___ EXERCISE MATERIALS ___

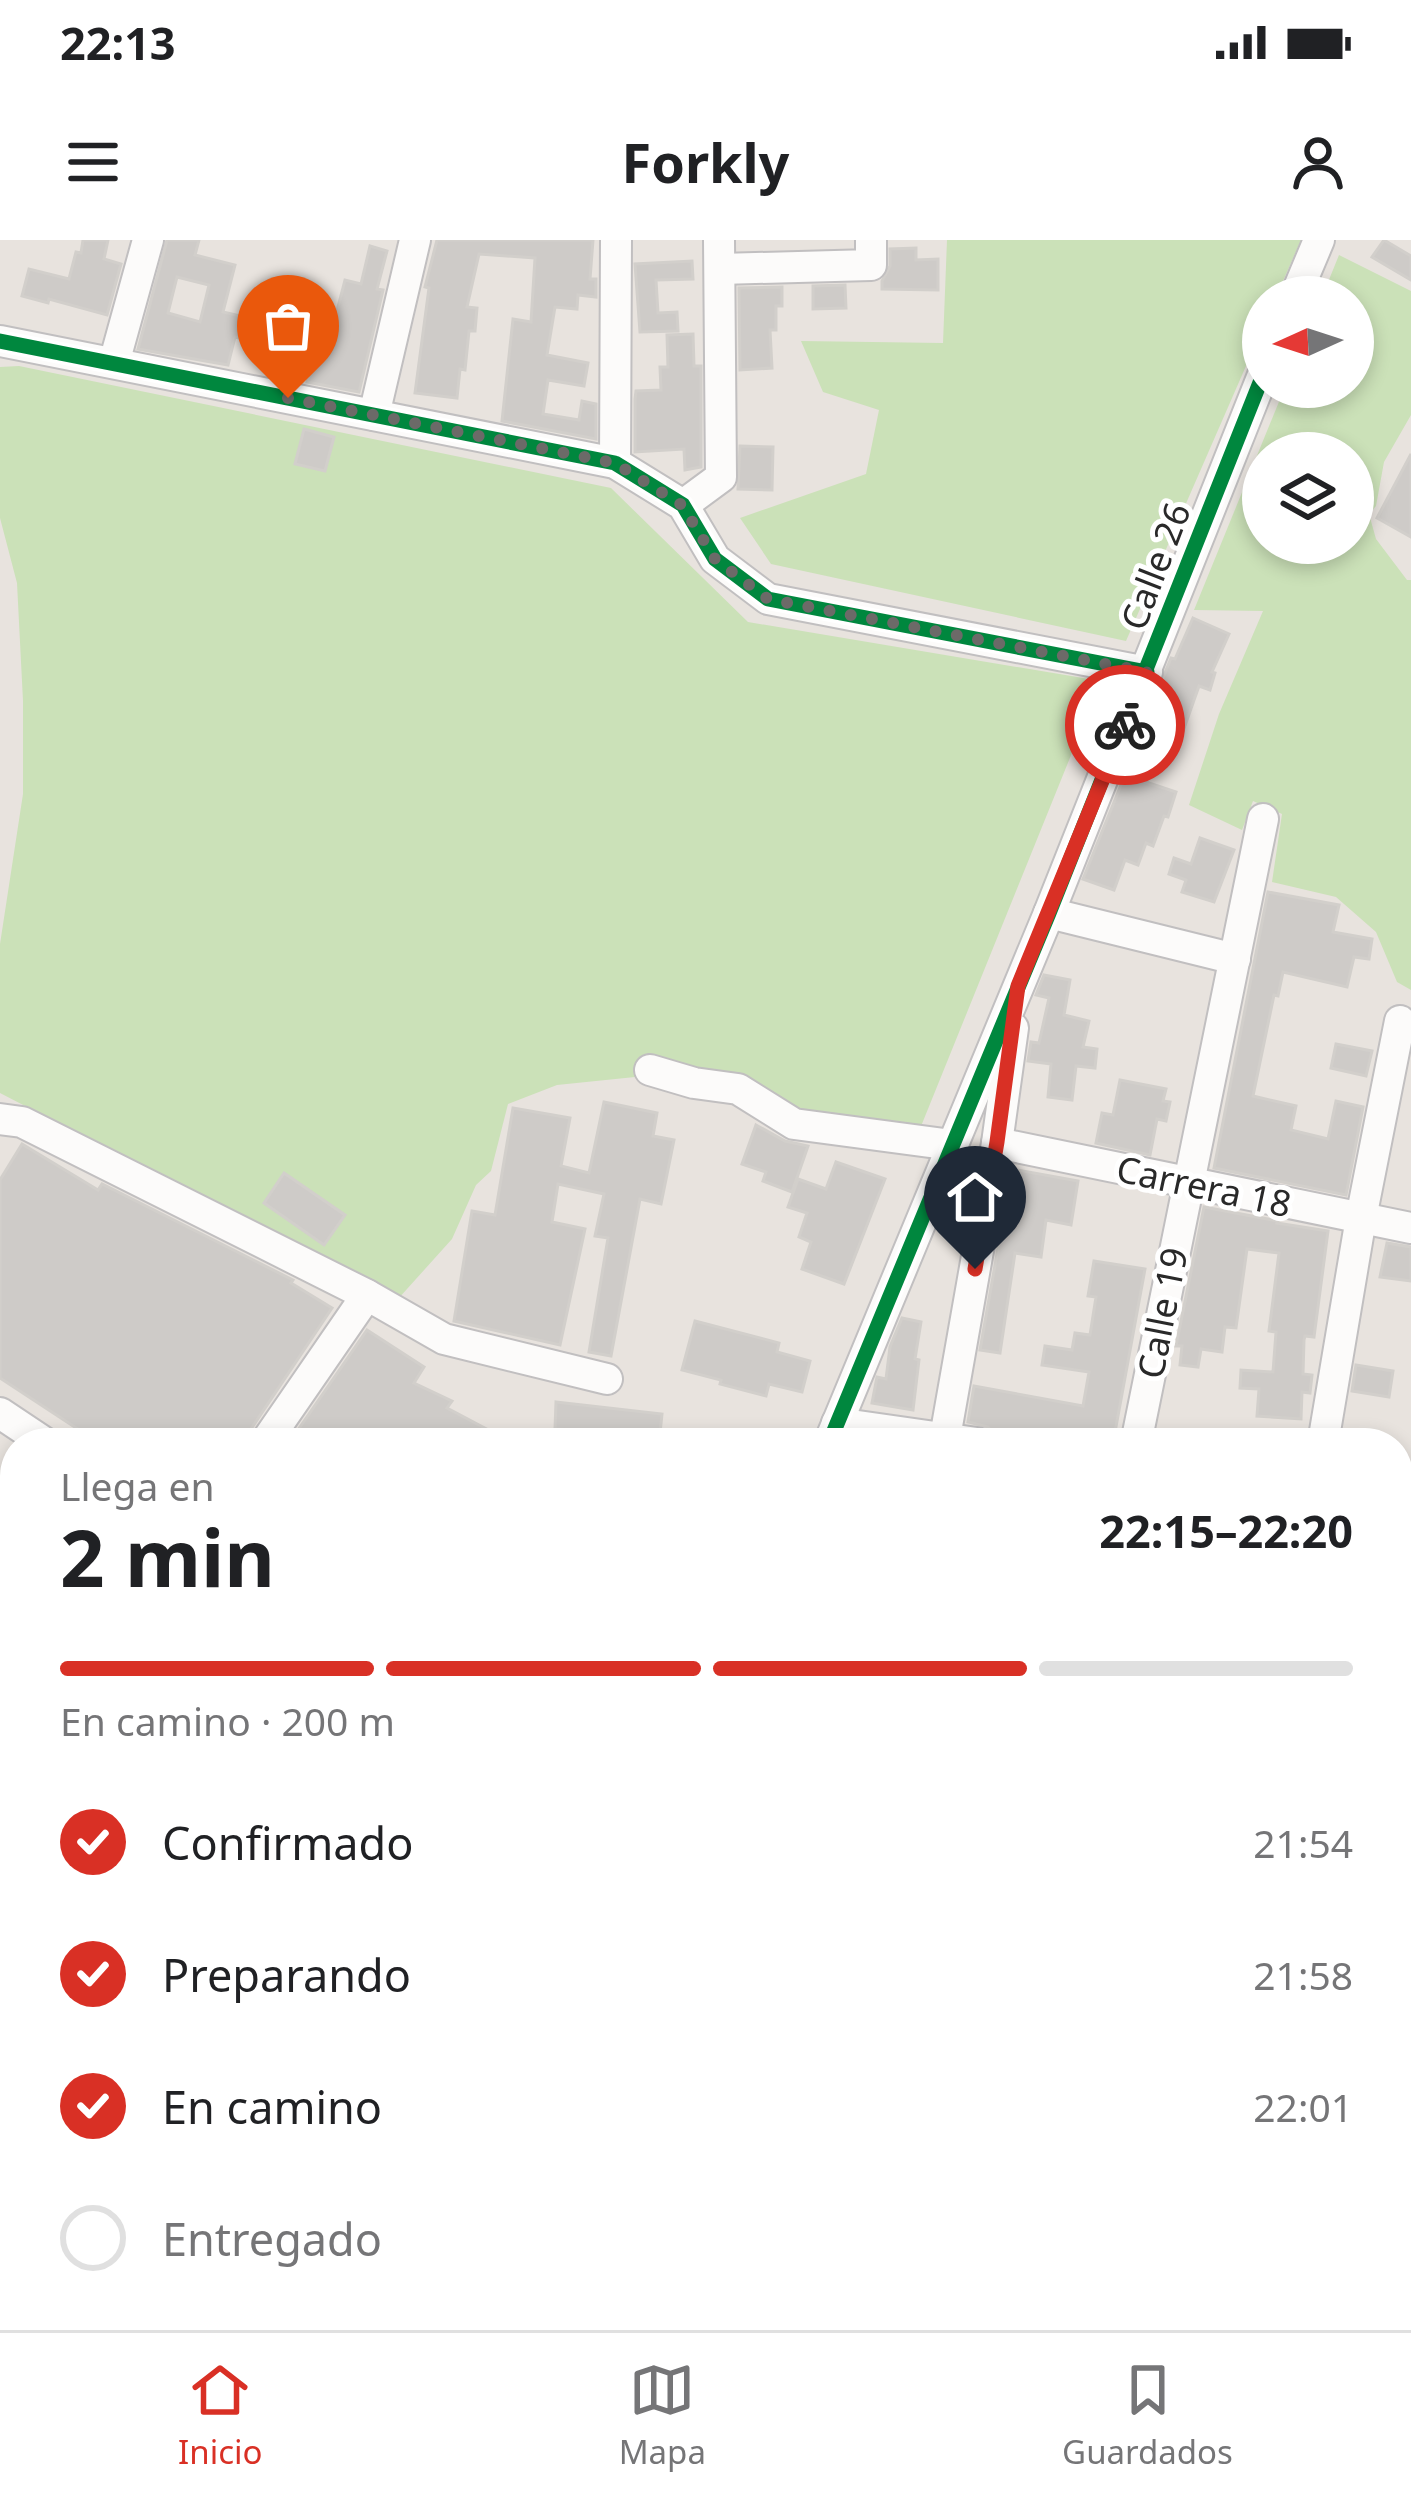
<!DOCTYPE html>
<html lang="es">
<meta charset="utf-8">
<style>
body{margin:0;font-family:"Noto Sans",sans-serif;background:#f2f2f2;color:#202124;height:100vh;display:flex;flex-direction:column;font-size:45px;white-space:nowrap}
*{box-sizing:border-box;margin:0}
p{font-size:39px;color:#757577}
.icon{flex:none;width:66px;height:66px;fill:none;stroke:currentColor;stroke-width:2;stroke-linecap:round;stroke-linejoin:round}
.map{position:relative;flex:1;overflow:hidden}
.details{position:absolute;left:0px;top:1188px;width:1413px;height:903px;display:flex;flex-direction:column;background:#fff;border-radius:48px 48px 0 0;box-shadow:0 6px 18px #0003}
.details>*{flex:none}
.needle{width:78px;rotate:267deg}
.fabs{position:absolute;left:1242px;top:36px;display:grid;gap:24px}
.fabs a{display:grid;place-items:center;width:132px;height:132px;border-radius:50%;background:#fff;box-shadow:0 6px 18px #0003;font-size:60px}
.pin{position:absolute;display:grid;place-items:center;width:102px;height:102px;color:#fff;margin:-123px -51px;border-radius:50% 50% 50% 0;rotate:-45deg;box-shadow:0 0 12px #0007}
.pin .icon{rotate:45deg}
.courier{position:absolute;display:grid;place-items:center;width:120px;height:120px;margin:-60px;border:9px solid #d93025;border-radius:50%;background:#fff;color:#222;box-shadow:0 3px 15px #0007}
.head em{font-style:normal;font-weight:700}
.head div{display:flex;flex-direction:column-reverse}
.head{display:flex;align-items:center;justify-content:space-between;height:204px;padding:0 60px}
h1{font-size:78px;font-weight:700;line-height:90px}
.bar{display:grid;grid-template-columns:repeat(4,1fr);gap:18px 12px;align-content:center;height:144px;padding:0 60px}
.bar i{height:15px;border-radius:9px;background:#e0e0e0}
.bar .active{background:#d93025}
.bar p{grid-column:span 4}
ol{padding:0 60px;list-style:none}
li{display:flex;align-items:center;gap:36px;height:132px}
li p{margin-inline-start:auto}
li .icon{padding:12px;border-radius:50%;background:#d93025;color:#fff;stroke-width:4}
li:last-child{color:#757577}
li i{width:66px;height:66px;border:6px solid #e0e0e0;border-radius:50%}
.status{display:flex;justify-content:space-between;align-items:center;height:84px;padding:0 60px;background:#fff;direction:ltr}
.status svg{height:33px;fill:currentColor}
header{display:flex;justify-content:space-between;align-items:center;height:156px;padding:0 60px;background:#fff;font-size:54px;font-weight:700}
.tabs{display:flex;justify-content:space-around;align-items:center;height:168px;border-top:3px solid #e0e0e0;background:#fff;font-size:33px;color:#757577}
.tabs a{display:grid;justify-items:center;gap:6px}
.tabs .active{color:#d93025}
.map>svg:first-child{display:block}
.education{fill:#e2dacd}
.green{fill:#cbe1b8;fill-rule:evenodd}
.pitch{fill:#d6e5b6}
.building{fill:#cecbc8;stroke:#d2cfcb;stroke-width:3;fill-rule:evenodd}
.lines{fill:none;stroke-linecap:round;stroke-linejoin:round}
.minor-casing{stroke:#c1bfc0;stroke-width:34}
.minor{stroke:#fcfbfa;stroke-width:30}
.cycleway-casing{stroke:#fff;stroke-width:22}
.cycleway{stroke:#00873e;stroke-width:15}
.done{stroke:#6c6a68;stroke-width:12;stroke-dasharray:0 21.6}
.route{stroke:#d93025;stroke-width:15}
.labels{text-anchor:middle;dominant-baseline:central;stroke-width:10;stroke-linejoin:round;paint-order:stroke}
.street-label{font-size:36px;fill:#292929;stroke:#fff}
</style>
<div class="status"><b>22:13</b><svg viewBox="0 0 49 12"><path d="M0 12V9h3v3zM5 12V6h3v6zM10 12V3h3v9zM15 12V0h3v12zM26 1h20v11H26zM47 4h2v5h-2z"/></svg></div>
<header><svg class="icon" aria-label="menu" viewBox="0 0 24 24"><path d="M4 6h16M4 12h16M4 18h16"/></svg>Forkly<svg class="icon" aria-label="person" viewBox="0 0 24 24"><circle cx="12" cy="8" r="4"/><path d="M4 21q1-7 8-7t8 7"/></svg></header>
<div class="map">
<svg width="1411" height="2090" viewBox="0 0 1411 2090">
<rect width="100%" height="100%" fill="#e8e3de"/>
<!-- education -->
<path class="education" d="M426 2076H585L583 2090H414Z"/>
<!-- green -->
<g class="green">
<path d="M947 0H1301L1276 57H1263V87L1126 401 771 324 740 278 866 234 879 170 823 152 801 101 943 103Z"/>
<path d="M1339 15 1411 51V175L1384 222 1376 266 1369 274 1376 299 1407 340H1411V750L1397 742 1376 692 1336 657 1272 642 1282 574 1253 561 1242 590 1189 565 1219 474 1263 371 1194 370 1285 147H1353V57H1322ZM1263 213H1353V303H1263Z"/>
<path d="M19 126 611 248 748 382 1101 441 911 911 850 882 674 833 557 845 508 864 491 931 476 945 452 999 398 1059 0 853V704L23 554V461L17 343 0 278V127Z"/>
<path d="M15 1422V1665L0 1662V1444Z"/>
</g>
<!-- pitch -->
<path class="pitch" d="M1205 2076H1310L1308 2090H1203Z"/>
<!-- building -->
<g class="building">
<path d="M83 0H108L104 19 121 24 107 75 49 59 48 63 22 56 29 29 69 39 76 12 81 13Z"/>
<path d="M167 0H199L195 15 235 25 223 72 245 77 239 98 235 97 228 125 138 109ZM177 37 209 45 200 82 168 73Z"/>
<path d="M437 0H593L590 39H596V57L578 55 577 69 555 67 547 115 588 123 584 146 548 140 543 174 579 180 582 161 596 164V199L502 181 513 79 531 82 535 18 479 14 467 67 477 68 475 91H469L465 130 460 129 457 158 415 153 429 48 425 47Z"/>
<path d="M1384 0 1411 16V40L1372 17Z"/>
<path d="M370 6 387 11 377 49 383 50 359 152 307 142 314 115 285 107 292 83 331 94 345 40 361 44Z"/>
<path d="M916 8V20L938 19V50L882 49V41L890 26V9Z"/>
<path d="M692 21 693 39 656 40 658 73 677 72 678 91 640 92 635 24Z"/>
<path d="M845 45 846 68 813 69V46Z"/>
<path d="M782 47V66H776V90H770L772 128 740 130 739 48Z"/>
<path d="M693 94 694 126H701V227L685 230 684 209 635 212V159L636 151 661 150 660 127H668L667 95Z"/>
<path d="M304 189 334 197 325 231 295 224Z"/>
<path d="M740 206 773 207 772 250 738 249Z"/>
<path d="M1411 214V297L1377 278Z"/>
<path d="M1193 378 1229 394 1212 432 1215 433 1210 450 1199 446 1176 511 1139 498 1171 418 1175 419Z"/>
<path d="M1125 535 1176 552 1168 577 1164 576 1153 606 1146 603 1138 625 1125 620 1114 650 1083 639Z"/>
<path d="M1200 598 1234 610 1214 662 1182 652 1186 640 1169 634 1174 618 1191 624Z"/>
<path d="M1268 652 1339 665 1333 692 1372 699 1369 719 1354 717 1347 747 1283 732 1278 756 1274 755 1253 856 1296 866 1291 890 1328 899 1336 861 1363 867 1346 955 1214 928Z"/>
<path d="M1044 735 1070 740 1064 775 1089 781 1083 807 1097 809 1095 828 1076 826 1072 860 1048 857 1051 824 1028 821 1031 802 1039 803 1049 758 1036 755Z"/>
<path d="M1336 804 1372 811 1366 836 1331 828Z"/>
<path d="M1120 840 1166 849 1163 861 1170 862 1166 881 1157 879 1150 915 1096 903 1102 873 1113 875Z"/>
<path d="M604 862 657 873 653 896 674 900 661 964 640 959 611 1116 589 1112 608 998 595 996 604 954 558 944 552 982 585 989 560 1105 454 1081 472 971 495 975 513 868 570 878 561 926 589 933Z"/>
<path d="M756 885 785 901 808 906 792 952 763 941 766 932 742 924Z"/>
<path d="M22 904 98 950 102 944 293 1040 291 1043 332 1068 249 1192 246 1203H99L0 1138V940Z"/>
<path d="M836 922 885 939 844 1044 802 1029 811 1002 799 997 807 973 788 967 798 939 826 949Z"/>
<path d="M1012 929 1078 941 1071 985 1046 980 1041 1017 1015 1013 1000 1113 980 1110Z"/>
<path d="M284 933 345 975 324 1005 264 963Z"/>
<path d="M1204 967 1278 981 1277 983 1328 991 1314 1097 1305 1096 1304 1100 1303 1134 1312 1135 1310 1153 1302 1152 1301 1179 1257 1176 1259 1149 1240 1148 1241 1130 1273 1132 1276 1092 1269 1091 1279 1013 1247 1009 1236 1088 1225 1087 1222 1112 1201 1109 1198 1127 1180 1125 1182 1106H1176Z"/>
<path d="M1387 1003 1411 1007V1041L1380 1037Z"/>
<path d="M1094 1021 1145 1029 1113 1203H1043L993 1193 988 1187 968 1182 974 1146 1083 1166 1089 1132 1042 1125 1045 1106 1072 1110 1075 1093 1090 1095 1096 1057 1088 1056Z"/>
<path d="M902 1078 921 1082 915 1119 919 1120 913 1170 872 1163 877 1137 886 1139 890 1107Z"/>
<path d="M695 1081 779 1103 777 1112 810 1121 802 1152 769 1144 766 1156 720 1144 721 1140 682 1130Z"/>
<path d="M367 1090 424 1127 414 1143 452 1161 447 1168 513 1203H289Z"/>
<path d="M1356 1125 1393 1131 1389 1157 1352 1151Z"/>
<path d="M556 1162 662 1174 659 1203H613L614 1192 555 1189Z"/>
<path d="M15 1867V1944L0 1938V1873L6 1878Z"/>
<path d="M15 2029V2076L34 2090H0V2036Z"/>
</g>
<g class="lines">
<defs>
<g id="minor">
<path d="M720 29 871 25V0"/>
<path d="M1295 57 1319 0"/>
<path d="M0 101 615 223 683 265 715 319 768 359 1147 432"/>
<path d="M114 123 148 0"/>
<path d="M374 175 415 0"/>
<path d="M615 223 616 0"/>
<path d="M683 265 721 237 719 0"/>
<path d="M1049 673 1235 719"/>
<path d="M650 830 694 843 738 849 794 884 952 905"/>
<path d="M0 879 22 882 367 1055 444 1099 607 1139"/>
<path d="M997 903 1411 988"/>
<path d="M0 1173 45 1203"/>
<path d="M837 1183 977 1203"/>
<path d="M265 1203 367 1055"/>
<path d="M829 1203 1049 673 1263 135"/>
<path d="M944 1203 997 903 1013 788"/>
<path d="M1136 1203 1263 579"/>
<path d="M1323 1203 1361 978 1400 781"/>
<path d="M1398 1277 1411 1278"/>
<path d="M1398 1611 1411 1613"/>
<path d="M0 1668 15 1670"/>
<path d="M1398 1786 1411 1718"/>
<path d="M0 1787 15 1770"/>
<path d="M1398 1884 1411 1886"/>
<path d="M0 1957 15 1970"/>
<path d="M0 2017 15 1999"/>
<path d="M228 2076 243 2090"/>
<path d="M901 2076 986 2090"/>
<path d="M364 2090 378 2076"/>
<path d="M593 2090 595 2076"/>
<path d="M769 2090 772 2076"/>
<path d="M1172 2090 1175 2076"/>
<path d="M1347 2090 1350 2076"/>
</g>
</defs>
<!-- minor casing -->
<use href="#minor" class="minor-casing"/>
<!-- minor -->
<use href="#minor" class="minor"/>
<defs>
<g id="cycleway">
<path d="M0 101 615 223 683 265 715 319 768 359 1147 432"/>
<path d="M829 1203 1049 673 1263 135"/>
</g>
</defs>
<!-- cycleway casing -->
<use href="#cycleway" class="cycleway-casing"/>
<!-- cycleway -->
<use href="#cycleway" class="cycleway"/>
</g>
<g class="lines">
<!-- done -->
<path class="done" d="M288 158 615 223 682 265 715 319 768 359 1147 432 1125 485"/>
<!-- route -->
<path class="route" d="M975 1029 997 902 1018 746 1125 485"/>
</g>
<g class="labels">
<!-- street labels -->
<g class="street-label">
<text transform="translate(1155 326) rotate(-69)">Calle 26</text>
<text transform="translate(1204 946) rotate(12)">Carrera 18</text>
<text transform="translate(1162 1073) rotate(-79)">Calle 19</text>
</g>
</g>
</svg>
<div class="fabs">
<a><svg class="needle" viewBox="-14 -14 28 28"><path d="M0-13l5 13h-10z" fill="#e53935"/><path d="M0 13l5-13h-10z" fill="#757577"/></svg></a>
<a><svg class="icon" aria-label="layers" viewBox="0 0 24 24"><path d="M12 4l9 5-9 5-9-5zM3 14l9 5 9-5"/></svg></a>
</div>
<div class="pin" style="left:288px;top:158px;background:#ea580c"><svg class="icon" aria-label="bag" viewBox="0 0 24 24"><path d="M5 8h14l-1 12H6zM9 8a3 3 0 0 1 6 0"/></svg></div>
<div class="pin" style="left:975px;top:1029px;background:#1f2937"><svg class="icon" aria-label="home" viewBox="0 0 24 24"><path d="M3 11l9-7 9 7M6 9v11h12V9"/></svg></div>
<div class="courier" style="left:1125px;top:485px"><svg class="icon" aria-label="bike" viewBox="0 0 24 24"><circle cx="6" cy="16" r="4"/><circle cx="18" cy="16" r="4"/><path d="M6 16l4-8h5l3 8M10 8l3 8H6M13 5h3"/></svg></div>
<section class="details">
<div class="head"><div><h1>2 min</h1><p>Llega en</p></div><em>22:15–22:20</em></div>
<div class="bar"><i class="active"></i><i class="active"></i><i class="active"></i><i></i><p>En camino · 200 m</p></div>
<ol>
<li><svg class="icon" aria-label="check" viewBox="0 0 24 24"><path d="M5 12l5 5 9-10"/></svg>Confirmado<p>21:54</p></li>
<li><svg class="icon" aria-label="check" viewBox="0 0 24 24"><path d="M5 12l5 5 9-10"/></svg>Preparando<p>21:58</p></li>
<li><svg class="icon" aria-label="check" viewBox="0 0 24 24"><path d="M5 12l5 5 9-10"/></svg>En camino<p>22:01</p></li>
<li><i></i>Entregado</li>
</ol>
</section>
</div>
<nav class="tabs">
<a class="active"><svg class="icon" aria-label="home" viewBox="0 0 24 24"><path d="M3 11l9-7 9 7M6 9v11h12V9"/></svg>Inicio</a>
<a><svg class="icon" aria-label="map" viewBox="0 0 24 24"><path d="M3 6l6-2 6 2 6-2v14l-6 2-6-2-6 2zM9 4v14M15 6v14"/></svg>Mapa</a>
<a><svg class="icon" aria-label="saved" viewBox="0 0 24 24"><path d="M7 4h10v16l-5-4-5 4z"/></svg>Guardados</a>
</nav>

___

## YOUR ASSIGNMENT
With the first line being the one containing "21 693 39 656" and the last line the one containing "862 657 873", transcribe exactly the lines above that fall in that range.

## ANSWER SPACE
<path d="M692 21 693 39 656 40 658 73 677 72 678 91 640 92 635 24Z"/>
<path d="M845 45 846 68 813 69V46Z"/>
<path d="M782 47V66H776V90H770L772 128 740 130 739 48Z"/>
<path d="M693 94 694 126H701V227L685 230 684 209 635 212V159L636 151 661 150 660 127H668L667 95Z"/>
<path d="M304 189 334 197 325 231 295 224Z"/>
<path d="M740 206 773 207 772 250 738 249Z"/>
<path d="M1411 214V297L1377 278Z"/>
<path d="M1193 378 1229 394 1212 432 1215 433 1210 450 1199 446 1176 511 1139 498 1171 418 1175 419Z"/>
<path d="M1125 535 1176 552 1168 577 1164 576 1153 606 1146 603 1138 625 1125 620 1114 650 1083 639Z"/>
<path d="M1200 598 1234 610 1214 662 1182 652 1186 640 1169 634 1174 618 1191 624Z"/>
<path d="M1268 652 1339 665 1333 692 1372 699 1369 719 1354 717 1347 747 1283 732 1278 756 1274 755 1253 856 1296 866 1291 890 1328 899 1336 861 1363 867 1346 955 1214 928Z"/>
<path d="M1044 735 1070 740 1064 775 1089 781 1083 807 1097 809 1095 828 1076 826 1072 860 1048 857 1051 824 1028 821 1031 802 1039 803 1049 758 1036 755Z"/>
<path d="M1336 804 1372 811 1366 836 1331 828Z"/>
<path d="M1120 840 1166 849 1163 861 1170 862 1166 881 1157 879 1150 915 1096 903 1102 873 1113 875Z"/>
<path d="M604 862 657 873 653 896 674 900 661 964 640 959 611 1116 589 1112 608 998 595 996 604 954 558 944 552 982 585 989 560 1105 454 1081 472 971 495 975 513 868 570 878 561 926 589 933Z"/>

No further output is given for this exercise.